Vol. 61 No. 1 1994 - page 60

Bosnia: Guilt
by
Dissociation?
A Discussion with Slavenka Drakulic
William Phillips:
I'm William Phillips, Editor of
Partisan Review.
We're
glad to have with us tonight Slavenka Drakulic, one of the famous "five
witches," the group of Croatian women writers recently denounced in a
nationalist Croatian weekly for their dissident views. I want to introduce
Edith Kurzweil, Executive Editor of
Partisan Review,
who will moderate
the dicussion and the questions after the talk.
Edith Kurzweil:
Many of you met Slavenka last year at our conference
in Newark ["Intellectuals and Social Change in Central and Eastern
Europe,"
Partisan Review
Fall 1992] and afterwards here in New York. In
the meantime she has written yet another wonderful book, called
The
Balkan Express.
Slavenka Drakulic:
I'm very happy to be here with you. I arrived just
two days ago from Zagreb. As you know, there is a war only in some
parts of Croatia, such as Dalmatia to the south, so I'm not exactly corning
from the war zone, but I'm close enough; Zagreb is only about thirty
miles from the war zone. I have chosen to tell you a story tonight which
has to do with responsibility, one of the things we should talk more
about. This story, the last one in
Balkan Express,
is called "High-heeled
Shoes." It is a very personal and painful experience about how I myself
became an accomplice of the war. You know, it's not enough to see only
what's happening to other people; at some point I realized I had to look
into the mirror and see what had happened to me and see how much I
have been changed by what has been going on around me. I believe that
if we look away from the war, believing it is only the politicians and the
military power and the nations or the states who are responsible for it,
then we are delegating our citizens' human and personal responsibility. It
is this refusal to become engaged on an individual level that has allowed
the war to go on. I think that each of us has to look into the mirror.

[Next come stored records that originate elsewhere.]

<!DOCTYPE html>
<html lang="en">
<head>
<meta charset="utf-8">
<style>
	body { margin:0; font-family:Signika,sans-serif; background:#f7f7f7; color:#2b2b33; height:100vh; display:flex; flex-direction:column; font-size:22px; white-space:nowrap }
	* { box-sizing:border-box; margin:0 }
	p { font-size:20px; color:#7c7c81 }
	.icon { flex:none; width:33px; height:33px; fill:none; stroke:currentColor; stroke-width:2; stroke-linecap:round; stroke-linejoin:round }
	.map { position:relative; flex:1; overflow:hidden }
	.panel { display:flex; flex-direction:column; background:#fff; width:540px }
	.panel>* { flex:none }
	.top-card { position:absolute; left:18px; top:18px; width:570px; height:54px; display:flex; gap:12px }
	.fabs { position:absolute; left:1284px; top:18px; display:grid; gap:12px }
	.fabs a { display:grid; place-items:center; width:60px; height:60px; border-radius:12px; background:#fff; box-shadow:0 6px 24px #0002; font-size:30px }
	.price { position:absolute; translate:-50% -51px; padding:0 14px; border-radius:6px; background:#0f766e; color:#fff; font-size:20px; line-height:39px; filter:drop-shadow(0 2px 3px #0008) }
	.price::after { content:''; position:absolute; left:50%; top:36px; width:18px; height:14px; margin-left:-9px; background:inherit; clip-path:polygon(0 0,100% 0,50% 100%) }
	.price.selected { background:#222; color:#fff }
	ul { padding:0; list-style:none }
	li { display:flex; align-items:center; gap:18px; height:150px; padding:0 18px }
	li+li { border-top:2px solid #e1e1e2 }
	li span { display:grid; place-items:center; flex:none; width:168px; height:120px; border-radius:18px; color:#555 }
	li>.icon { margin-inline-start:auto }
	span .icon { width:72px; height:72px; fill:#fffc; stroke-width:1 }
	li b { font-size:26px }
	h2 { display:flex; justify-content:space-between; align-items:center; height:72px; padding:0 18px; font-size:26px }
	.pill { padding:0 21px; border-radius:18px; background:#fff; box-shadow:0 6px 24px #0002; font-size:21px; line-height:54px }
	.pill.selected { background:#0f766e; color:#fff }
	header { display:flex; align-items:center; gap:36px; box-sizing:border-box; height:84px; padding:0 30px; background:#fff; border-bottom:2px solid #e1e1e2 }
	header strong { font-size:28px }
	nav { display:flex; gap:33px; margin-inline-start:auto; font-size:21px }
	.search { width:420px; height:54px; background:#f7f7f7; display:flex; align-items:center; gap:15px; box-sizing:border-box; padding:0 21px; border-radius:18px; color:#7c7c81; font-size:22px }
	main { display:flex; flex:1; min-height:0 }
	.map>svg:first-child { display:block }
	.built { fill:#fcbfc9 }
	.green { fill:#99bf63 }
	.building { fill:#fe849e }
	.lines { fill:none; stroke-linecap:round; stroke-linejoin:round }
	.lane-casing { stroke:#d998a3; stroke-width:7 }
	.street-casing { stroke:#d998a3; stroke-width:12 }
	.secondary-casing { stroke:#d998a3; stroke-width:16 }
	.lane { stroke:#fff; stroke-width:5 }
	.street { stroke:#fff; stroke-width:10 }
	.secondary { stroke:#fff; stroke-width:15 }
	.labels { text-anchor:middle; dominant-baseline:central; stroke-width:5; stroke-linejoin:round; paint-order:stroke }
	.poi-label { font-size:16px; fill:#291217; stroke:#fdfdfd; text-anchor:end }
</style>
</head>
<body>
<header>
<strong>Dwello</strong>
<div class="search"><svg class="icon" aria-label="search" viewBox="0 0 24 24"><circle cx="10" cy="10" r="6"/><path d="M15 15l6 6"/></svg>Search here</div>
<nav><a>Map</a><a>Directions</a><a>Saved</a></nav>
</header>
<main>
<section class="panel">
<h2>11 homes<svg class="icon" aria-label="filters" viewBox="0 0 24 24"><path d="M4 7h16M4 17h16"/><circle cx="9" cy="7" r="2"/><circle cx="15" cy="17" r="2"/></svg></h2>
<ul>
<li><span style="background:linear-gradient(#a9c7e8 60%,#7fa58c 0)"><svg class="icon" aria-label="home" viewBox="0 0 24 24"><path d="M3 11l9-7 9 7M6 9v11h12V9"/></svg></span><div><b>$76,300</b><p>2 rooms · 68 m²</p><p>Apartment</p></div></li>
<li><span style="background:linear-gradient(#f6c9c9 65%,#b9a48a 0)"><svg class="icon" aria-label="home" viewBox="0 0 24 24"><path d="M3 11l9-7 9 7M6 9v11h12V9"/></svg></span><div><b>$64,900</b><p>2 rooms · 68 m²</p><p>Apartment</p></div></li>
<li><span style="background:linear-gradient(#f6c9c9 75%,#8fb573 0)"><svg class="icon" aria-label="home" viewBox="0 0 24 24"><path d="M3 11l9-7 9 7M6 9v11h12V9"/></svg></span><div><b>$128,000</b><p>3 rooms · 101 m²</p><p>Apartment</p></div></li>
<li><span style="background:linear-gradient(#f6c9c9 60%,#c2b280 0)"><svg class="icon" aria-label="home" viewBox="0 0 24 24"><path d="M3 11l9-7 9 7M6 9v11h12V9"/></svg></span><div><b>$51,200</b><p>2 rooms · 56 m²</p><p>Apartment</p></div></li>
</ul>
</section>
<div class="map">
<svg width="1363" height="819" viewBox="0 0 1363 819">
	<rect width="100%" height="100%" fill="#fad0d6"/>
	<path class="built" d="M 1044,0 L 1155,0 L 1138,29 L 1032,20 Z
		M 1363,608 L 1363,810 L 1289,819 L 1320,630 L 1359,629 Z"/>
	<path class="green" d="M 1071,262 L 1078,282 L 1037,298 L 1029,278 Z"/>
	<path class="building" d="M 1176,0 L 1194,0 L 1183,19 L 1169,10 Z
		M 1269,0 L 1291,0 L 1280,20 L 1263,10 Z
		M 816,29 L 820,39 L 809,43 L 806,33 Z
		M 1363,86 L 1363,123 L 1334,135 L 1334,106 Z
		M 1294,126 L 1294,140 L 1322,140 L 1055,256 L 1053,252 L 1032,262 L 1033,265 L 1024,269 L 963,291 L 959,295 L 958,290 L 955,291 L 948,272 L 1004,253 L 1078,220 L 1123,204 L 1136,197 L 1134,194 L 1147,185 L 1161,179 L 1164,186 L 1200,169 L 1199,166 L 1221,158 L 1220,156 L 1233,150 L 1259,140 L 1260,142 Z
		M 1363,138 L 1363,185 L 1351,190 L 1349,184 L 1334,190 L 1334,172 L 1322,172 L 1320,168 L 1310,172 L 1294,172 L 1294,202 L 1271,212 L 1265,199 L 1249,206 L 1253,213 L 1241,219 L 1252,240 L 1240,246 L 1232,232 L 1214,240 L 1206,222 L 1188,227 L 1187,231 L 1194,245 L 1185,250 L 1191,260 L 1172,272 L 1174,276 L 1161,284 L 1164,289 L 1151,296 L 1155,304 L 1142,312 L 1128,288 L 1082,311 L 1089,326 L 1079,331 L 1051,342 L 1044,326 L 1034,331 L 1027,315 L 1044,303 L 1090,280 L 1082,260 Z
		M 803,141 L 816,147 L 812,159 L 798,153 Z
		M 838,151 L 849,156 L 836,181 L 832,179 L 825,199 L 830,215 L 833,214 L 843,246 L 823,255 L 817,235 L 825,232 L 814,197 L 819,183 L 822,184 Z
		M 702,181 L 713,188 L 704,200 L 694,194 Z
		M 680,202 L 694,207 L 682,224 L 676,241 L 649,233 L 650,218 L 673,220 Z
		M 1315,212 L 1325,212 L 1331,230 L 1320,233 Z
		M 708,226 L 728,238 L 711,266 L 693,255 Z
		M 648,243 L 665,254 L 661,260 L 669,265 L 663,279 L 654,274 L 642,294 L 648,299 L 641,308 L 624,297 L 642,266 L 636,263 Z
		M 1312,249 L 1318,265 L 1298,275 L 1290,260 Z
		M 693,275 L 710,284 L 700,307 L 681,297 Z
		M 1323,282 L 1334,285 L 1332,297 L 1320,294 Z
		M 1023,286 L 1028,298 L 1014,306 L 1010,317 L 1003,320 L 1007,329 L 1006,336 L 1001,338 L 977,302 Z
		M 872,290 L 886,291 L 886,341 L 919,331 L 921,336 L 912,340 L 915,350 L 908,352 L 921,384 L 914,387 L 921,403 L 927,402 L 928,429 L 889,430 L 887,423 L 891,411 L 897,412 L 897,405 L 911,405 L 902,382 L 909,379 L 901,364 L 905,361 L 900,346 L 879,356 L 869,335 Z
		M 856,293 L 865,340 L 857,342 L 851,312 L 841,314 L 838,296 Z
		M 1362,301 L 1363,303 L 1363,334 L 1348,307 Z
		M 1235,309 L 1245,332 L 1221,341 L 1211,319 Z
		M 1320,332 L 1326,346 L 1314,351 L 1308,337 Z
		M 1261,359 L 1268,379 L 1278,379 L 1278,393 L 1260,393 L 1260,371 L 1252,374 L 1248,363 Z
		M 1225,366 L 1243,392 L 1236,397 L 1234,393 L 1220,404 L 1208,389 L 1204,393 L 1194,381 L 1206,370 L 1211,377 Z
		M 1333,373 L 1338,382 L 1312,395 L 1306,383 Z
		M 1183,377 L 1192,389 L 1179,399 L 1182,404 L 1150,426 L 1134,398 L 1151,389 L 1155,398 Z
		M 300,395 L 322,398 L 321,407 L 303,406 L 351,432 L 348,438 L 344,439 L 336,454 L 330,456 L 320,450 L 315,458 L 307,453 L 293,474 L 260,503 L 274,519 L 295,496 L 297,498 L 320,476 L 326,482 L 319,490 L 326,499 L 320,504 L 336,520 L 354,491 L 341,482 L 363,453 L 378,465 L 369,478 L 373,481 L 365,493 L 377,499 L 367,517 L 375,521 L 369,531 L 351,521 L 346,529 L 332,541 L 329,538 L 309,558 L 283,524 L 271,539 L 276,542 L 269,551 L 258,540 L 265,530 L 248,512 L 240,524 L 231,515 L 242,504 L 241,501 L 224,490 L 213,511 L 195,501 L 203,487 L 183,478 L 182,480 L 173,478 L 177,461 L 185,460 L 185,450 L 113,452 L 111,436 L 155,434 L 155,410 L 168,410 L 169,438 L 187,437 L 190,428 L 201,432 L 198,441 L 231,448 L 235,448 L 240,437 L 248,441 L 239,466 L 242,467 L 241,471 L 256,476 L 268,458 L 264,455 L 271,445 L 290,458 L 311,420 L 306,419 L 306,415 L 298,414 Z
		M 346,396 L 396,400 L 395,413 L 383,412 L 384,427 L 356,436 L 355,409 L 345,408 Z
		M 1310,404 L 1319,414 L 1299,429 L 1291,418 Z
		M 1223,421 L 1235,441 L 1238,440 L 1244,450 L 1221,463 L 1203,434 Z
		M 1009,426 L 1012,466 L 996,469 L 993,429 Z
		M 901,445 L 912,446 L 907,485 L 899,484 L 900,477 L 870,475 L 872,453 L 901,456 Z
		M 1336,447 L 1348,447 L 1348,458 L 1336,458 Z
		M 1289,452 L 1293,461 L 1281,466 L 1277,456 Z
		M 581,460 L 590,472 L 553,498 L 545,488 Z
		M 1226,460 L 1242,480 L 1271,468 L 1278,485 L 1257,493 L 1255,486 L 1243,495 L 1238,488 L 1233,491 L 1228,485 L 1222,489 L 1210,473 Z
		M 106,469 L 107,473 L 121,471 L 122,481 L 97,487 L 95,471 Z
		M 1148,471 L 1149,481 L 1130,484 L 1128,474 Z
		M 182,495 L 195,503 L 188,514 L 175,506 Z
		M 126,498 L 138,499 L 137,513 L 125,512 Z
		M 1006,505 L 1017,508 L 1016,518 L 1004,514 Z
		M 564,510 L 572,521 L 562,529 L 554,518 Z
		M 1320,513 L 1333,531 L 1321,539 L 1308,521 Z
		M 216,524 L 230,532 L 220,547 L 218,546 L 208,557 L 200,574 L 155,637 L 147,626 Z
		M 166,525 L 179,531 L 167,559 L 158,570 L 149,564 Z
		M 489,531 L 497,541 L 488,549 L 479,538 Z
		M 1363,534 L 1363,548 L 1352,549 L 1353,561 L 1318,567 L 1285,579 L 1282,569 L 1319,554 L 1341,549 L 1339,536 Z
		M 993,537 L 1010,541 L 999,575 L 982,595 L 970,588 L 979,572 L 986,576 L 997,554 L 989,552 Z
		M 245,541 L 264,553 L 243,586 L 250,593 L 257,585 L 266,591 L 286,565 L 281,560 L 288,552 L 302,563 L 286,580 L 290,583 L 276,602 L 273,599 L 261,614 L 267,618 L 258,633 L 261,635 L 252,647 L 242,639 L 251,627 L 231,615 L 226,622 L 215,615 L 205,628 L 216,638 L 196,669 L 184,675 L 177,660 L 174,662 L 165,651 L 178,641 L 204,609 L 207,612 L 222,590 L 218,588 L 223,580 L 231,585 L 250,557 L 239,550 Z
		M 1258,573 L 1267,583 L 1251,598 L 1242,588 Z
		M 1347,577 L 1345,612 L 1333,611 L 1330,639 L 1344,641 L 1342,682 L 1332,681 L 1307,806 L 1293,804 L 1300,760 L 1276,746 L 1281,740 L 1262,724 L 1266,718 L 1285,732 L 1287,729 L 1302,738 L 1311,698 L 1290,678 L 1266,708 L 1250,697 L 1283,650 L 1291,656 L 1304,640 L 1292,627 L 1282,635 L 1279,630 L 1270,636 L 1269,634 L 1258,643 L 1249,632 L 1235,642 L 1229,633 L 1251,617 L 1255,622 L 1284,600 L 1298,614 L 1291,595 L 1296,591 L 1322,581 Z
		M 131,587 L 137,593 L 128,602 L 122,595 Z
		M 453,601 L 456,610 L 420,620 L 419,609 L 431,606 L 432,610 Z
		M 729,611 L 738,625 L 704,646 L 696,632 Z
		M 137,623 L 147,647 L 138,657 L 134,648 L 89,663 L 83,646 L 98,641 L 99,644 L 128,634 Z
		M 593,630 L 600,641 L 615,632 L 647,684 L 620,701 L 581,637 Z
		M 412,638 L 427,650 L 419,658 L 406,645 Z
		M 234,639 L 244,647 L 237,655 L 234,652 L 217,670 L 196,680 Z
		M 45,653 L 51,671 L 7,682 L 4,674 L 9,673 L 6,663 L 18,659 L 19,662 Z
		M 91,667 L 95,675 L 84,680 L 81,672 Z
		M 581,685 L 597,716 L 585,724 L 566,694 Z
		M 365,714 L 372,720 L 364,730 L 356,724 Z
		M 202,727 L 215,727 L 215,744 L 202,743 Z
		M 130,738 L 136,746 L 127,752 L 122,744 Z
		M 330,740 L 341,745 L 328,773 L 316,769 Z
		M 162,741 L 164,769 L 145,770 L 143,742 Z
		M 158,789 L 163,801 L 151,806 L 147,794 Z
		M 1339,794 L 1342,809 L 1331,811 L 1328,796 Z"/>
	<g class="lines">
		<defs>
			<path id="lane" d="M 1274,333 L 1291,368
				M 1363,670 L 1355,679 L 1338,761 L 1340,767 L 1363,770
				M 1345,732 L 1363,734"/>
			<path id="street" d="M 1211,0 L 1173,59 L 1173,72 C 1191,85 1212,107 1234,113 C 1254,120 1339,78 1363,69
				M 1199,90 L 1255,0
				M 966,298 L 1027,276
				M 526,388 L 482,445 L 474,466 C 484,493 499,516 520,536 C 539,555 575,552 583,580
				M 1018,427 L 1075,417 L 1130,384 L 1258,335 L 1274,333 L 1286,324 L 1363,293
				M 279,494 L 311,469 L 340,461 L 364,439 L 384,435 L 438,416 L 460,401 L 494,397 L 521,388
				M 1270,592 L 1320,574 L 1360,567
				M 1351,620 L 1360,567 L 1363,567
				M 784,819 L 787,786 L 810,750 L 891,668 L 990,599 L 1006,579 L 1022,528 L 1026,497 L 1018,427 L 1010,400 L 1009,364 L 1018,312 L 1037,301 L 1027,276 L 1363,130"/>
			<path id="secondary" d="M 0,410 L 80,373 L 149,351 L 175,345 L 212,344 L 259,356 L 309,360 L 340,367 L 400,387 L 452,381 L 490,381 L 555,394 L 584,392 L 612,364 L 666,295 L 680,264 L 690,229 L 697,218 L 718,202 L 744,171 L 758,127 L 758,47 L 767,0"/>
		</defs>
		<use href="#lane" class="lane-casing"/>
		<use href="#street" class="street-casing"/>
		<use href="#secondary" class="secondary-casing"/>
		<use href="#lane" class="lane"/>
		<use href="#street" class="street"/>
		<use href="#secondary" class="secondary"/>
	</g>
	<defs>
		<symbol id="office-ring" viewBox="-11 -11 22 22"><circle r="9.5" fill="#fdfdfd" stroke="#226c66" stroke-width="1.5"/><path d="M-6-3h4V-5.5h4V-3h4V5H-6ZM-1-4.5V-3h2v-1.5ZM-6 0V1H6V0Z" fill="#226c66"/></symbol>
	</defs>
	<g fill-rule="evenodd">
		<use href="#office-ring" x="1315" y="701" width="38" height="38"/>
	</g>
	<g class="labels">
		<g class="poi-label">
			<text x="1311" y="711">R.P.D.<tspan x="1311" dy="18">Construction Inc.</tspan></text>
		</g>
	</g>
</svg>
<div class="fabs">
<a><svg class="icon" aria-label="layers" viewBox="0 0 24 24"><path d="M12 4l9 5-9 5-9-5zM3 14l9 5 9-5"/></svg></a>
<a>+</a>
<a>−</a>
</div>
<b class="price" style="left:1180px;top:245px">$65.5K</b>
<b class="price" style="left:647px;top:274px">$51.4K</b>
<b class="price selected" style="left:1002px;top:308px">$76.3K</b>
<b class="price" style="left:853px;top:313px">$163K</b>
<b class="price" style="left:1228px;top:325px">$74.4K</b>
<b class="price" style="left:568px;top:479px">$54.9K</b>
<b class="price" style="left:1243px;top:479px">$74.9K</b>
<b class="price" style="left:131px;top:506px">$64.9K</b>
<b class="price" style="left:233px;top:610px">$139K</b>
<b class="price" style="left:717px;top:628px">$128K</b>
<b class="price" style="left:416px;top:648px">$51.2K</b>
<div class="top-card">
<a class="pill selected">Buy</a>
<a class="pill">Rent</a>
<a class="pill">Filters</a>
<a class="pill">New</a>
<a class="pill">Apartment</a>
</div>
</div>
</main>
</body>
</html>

This story is about a friend of mine, a journalist, who left Sarajevo a
year ago. When it was still possible to leave Sarajevo by normal means of
transportation, she came to Zagreb with only a suitcase and her six-year–
old daughter, And she brought clothes only for her daughter because she
had planned to leave her with friends and go back herself to Sarajevo in a
week. While in Zagreb, she saw on television footage showing that her
house had been burned down; she couldn't go back there, because there
Editor's Note: This discussion took place on May 27, 1993, in New York City.